When it comes to hiring, AI has the potential to create greater fairness. However, fulfillment of this potential requires users of AI systems to also understand the current limitations of AI and the major drawbacks of using it to make judgments about people. Affirmity Principal Business Consultant, Patrick McNiel, PhD, considers the “dystopian now” of AI use for the selection and assessment of new hires.

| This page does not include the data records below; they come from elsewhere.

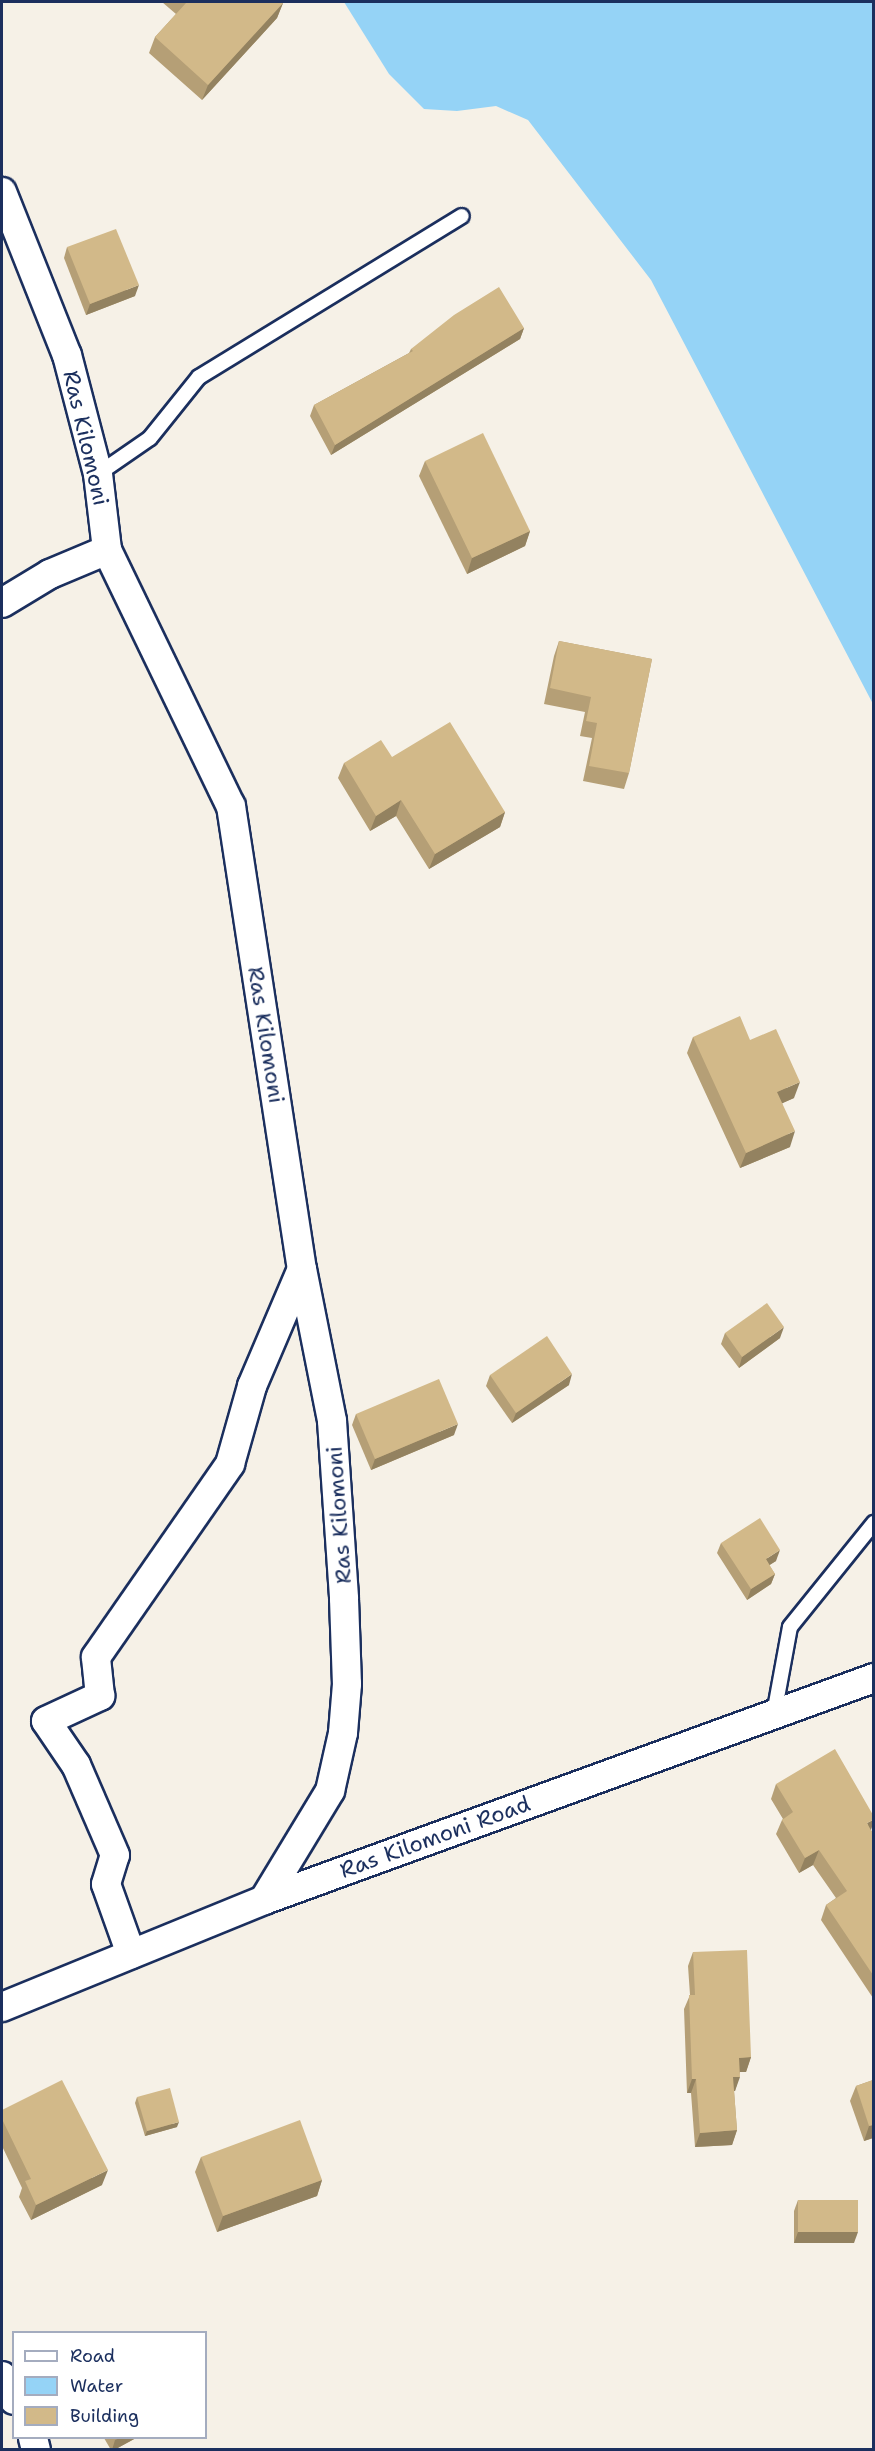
<!DOCTYPE html>
<html>
<head>
<meta charset="utf-8">
<style>
	body { margin:0 }
	#map { position:relative; width:875px; height:2451px; overflow:hidden; background:#f6f1e7; font-family:"Shantell Sans",sans-serif }
	div>[style] { position:absolute }
	.water>* { inset:0; background:#95d3f6 }
	.roads { filter:drop-shadow(2px 0 #1b2f5e) drop-shadow(-2px 0 #1b2f5e) drop-shadow(0 2px #1b2f5e) drop-shadow(0 -2px #1b2f5e) }
	.lane>* { height:14px; margin:-7px; padding:0 7px; transform-origin:7px; border-radius:7px; background:#fff }
	.street>* { height:28px; margin:-14px; padding:0 14px; transform-origin:14px; border-radius:14px; background:#fff }
	.wall>* { inset:0; background:#b59f76 }
	.shaded-wall>* { inset:0; background:#938260 }
	.building>* { inset:0; background:#d2b989 }
	span { translate:-50% -50%; white-space:nowrap; text-align:center; line-height:1.15; -webkit-text-stroke:4.5px #fff; paint-order:stroke }
	.street-label { font-size:22px; color:#1b2f5e }
	.frame { position:absolute; inset:0; border:3px solid #1b2f5e; pointer-events:none }
	.legend { position:absolute; left:12px; top:2331px; width:195px; height:108px; box-sizing:border-box; background:#fff; border:2px solid #a4acbf; margin:0; padding:8px 10px; list-style:none; font-size:18px; color:#1b2f5e }
	.legend li { display:flex; align-items:center; gap:12px; height:30px }
	.legend b { width:30px; border:2px solid #a4acbf }
</style>
</head>
<body>
<div id="map">
	<div class="water">
		<i style="clip-path:polygon(344px 2px,873px 2px,873px 704px,651px 280px,528px 120px,496px 106px,457px 111px,424px 109px,389px 74px)"></i>
	</div>
	<div class="roads">
		<div class="lane">
			<i style="left:98px;top:474px;width:63px;rotate:-34.7deg"></i>
			<i style="left:150px;top:438px;width:78px;rotate:-51.2deg"></i>
			<i style="left:199px;top:377px;width:308px;rotate:-31.5deg"></i>
			<i style="left:774px;top:1714px;width:88px;rotate:-79.6deg"></i>
			<i style="left:790px;top:1627px;width:134px;rotate:-51.1deg"></i>
		</div>
		<div class="street">
			<i style="left:2px;top:192px;width:175px;rotate:68.3deg"></i>
			<i style="left:67px;top:355px;width:123px;rotate:75.4deg"></i>
			<i style="left:98px;top:474px;width:77px;rotate:83.2deg"></i>
			<i style="left:107px;top:550px;width:284px;rotate:64.2deg"></i>
			<i style="left:231px;top:806px;width:468px;rotate:81.3deg"></i>
			<i style="left:302px;top:1269px;width:155px;rotate:78.8deg"></i>
			<i style="left:332px;top:1421px;width:178px;rotate:86.1deg"></i>
			<i style="left:344px;top:1599px;width:85px;rotate:88deg"></i>
			<i style="left:347px;top:1684px;width:49px;rotate:94.7deg"></i>
			<i style="left:343px;top:1733px;width:59px;rotate:102.6deg"></i>
			<i style="left:330px;top:1791px;width:127px;rotate:121.2deg"></i>
			<i style="left:2px;top:603px;width:56px;rotate:-31.1deg"></i>
			<i style="left:50px;top:574px;width:62px;rotate:-22.8deg"></i>
			<i style="left:131px;top:1954px;width:74px;rotate:-109.7deg"></i>
			<i style="left:106px;top:1884px;width:30px;rotate:-73deg"></i>
			<i style="left:115px;top:1855px;width:98px;rotate:-113.4deg"></i>
			<i style="left:76px;top:1765px;width:53px;rotate:-124.3deg"></i>
			<i style="left:46px;top:1721px;width:60px;rotate:-24.8deg"></i>
			<i style="left:100px;top:1696px;width:39px;rotate:-96deg"></i>
			<i style="left:96px;top:1657px;width:235px;rotate:-55.2deg"></i>
			<i style="left:230px;top:1464px;width:81px;rotate:-74.2deg"></i>
			<i style="left:252px;top:1386px;width:127px;rotate:-66.9deg"></i>
			<i style="left:2px;top:2007px;width:283px;rotate:-22.2deg"></i>
			<i style="left:264px;top:1900px;width:649px;rotate:-20deg"></i>
			<i style="left:2px;top:2376px;width:27px;rotate:63deg"></i>
			<i style="left:33px;top:2438px;width:12px;rotate:76deg"></i>
		</div>
	</div>
	<div class="wall">
		<i style="clip-path:polygon(162px 2px,282px 2px,283px 3px,277px 18px,202px 100px,149px 53px,155px 37px,176px 14px)"></i>
		<i style="clip-path:polygon(67px 247px,135px 296px,86px 315px,64px 258px)"></i>
		<i style="clip-path:polygon(524px 328px,520px 339px,331px 455px,310px 416px,314px 405px,409px 353px,411px 349px)"></i>
		<i style="clip-path:polygon(425px 461px,530px 531px,525px 546px,467px 574px,419px 476px)"></i>
		<i style="clip-path:polygon(559px 641px,652px 659px,629px 773px,624px 789px,583px 781px,592px 738px,580px 736px,585px 712px,544px 704px,554px 656px)"></i>
		<i style="clip-path:polygon(392px 757px,505px 812px,500px 827px,429px 869px,396px 816px,370px 831px,338px 778px,344px 763px)"></i>
		<i style="clip-path:polygon(693px 1037px,750px 1040px,794px 1098px,782px 1103px,790px 1147px,740px 1168px,687px 1053px)"></i>
		<i style="clip-path:polygon(725px 1333px,780px 1338px,739px 1368px,721px 1344px)"></i>
		<i style="clip-path:polygon(490px 1375px,569px 1385px,512px 1423px,486px 1386px)"></i>
		<i style="clip-path:polygon(356px 1414px,454px 1435px,371px 1470px,352px 1425px)"></i>
		<i style="clip-path:polygon(721px 1543px,776px 1561px,769px 1565px,775px 1574px,771px 1584px,747px 1600px,717px 1553px)"></i>
		<i style="clip-path:polygon(776px 1784px,871px 1830px,873px 1834px,873px 1998px,821px 1920px,826px 1905px,836px 1898px,813px 1865px,799px 1873px,776px 1834px,782px 1820px,783px 1819px,771px 1799px)"></i>
		<i style="clip-path:polygon(693px 1952px,751px 2057px,746px 2072px,740px 2072px,735px 2091px,734px 2091px,737px 2130px,732px 2145px,695px 2147px,691px 2093px,687px 2093px,684px 2009px,690px 1995px,688px 1966px)"></i>
		<i style="clip-path:polygon(873px 2080px,873px 2138px,864px 2141px,850px 2101px,856px 2086px)"></i>
		<i style="clip-path:polygon(137px 2097px,177px 2127px,145px 2136px,135px 2103px)"></i>
		<i style="clip-path:polygon(2px 2110px,102px 2185px,31px 2220px,19px 2197px,22px 2188px,2px 2146px)"></i>
		<i style="clip-path:polygon(201px 2157px,322px 2180px,317px 2196px,217px 2232px,195px 2172px)"></i>
		<i style="clip-path:polygon(798px 2200px,854px 2243px,794px 2243px,794px 2211px)"></i>
		<i style="clip-path:polygon(104px 2438px,136px 2438px,114px 2450px,111px 2450px)"></i>
	</div>
	<div class="shaded-wall">
		<i style="clip-path:polygon(283px 3px,277px 18px,202px 100px,208px 85px)"></i>
		<i style="clip-path:polygon(139px 285px,135px 296px,86px 315px,90px 304px)"></i>
		<i style="clip-path:polygon(524px 328px,520px 339px,331px 455px,335px 445px)"></i>
		<i style="clip-path:polygon(530px 531px,525px 546px,467px 574px,472px 558px)"></i>
		<i style="clip-path:polygon(401px 800px,396px 816px,370px 831px,376px 816px)"></i>
		<i style="clip-path:polygon(505px 812px,500px 827px,429px 869px,435px 854px)"></i>
		<i style="clip-path:polygon(800px 1082px,794px 1098px,772px 1108px,777px 1092px)"></i>
		<i style="clip-path:polygon(795px 1131px,790px 1147px,740px 1168px,746px 1153px)"></i>
		<i style="clip-path:polygon(784px 1327px,780px 1338px,739px 1368px,742px 1357px)"></i>
		<i style="clip-path:polygon(572px 1374px,569px 1385px,512px 1423px,516px 1413px)"></i>
		<i style="clip-path:polygon(458px 1424px,454px 1435px,371px 1470px,375px 1459px)"></i>
		<i style="clip-path:polygon(780px 1550px,776px 1561px,762px 1570px,766px 1559px)"></i>
		<i style="clip-path:polygon(775px 1574px,771px 1584px,747px 1600px,751px 1589px)"></i>
		<i style="clip-path:polygon(873px 1820px,873px 1824px,870px 1833px,867px 1823px)"></i>
		<i style="clip-path:polygon(819px 1850px,813px 1865px,799px 1873px,805px 1858px)"></i>
		<i style="clip-path:polygon(751px 2057px,746px 2072px,734px 2072px,739px 2058px)"></i>
		<i style="clip-path:polygon(733px 2077px,740px 2077px,735px 2091px,728px 2092px)"></i>
		<i style="clip-path:polygon(692px 2079px,696px 2079px,691px 2093px,687px 2093px)"></i>
		<i style="clip-path:polygon(179px 2122px,177px 2127px,145px 2136px,147px 2131px)"></i>
		<i style="clip-path:polygon(873px 2125px,873px 2138px,864px 2141px,869px 2126px)"></i>
		<i style="clip-path:polygon(737px 2130px,732px 2145px,695px 2147px,700px 2133px)"></i>
		<i style="clip-path:polygon(108px 2170px,102px 2185px,31px 2220px,36px 2205px)"></i>
		<i style="clip-path:polygon(322px 2180px,317px 2196px,217px 2232px,223px 2216px)"></i>
		<i style="clip-path:polygon(798px 2232px,858px 2232px,854px 2243px,794px 2243px)"></i>
		<i style="clip-path:polygon(120px 2438px,136px 2438px,114px 2450px,112px 2450px,115px 2440px)"></i>
	</div>
	<div class="building">
		<i style="clip-path:polygon(185px 2px,282px 2px,283px 3px,208px 85px,155px 37px,186px 3px)"></i>
		<i style="clip-path:polygon(116px 229px,139px 285px,90px 304px,67px 247px)"></i>
		<i style="clip-path:polygon(499px 287px,524px 328px,335px 445px,314px 405px,413px 351px,411px 349px,454px 315px)"></i>
		<i style="clip-path:polygon(483px 433px,530px 531px,472px 558px,425px 461px)"></i>
		<i style="clip-path:polygon(559px 641px,652px 659px,629px 773px,589px 766px,597px 723px,586px 721px,591px 697px,550px 688px)"></i>
		<i style="clip-path:polygon(450px 722px,505px 812px,435px 854px,401px 800px,376px 816px,344px 763px,381px 740px,392px 757px)"></i>
		<i style="clip-path:polygon(740px 1016px,750px 1040px,776px 1029px,800px 1082px,777px 1092px,795px 1131px,746px 1153px,693px 1037px)"></i>
		<i style="clip-path:polygon(767px 1303px,784px 1327px,742px 1357px,725px 1333px)"></i>
		<i style="clip-path:polygon(547px 1336px,572px 1374px,516px 1413px,490px 1375px)"></i>
		<i style="clip-path:polygon(439px 1379px,458px 1424px,375px 1459px,356px 1414px)"></i>
		<i style="clip-path:polygon(760px 1518px,780px 1550px,766px 1559px,775px 1574px,751px 1589px,721px 1543px)"></i>
		<i style="clip-path:polygon(835px 1749px,873px 1815px,873px 1820px,867px 1823px,873px 1834px,873px 1975px,826px 1905px,847px 1891px,819px 1850px,805px 1858px,782px 1820px,793px 1812px,776px 1784px)"></i>
		<i style="clip-path:polygon(747px 1950px,751px 2057px,739px 2058px,740px 2077px,733px 2077px,737px 2130px,700px 2133px,696px 2079px,692px 2079px,689px 1995px,695px 1995px,693px 1952px)"></i>
		<i style="clip-path:polygon(62px 2080px,108px 2170px,36px 2205px,25px 2181px,31px 2179px,2px 2119px,2px 2110px)"></i>
		<i style="clip-path:polygon(873px 2080px,873px 2125px,869px 2126px,856px 2086px)"></i>
		<i style="clip-path:polygon(170px 2088px,179px 2122px,147px 2131px,137px 2097px)"></i>
		<i style="clip-path:polygon(300px 2120px,322px 2180px,223px 2216px,201px 2157px)"></i>
		<i style="clip-path:polygon(798px 2200px,858px 2200px,858px 2232px,798px 2232px)"></i>
	</div>
	<div class="street-label">
		<span style="left:86px;top:438px;rotate:77deg">Ras Kilomoni</span>
		<span style="left:266px;top:1035px;rotate:81deg">Ras Kilomoni</span>
		<span style="left:339px;top:1515px;rotate:-94deg">Ras Kilomoni</span>
		<span style="left:435px;top:1837px;rotate:-20deg">Ras Kilomoni Road</span>
	</div>
	<div class="frame"></div>
	<ul class="legend">
	<li><b style="height:8px;background:#fff"></b>Road</li>
	<li><b style="height:16px;background:#95d3f6"></b>Water</li>
	<li><b style="height:16px;background:#d2b989"></b>Building</li>
	</ul>
</div>
</body>
</html>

1) AI Makes Decisions in a Black Box
In many cases, how AI arrives at the outputs, decisions, and recommendations it makes in selection scenarios is unknown. The number of mathematical operations and weights these algorithms apply to data to gain predictive utility is so enormously complex, and in many cases unintuitive, that even experts have a hard—if not impossible—time figuring out how and why the systems output what they output. These black box decisions and recommendations are extremely unsatisfying and risky, as explainable decisions are more defensible in court, more palatable to test takers, and in some cases a legal requirement.
The EEOC has offered the following guidance on this subject: “Employers may wish to avoid using algorithmic decision-making tools that do not directly measure necessary abilities and qualifications for performing a job, but instead make inferences about those abilities and qualifications based on characteristics that are correlated with them.” Unfortunately, AI systems often do just that.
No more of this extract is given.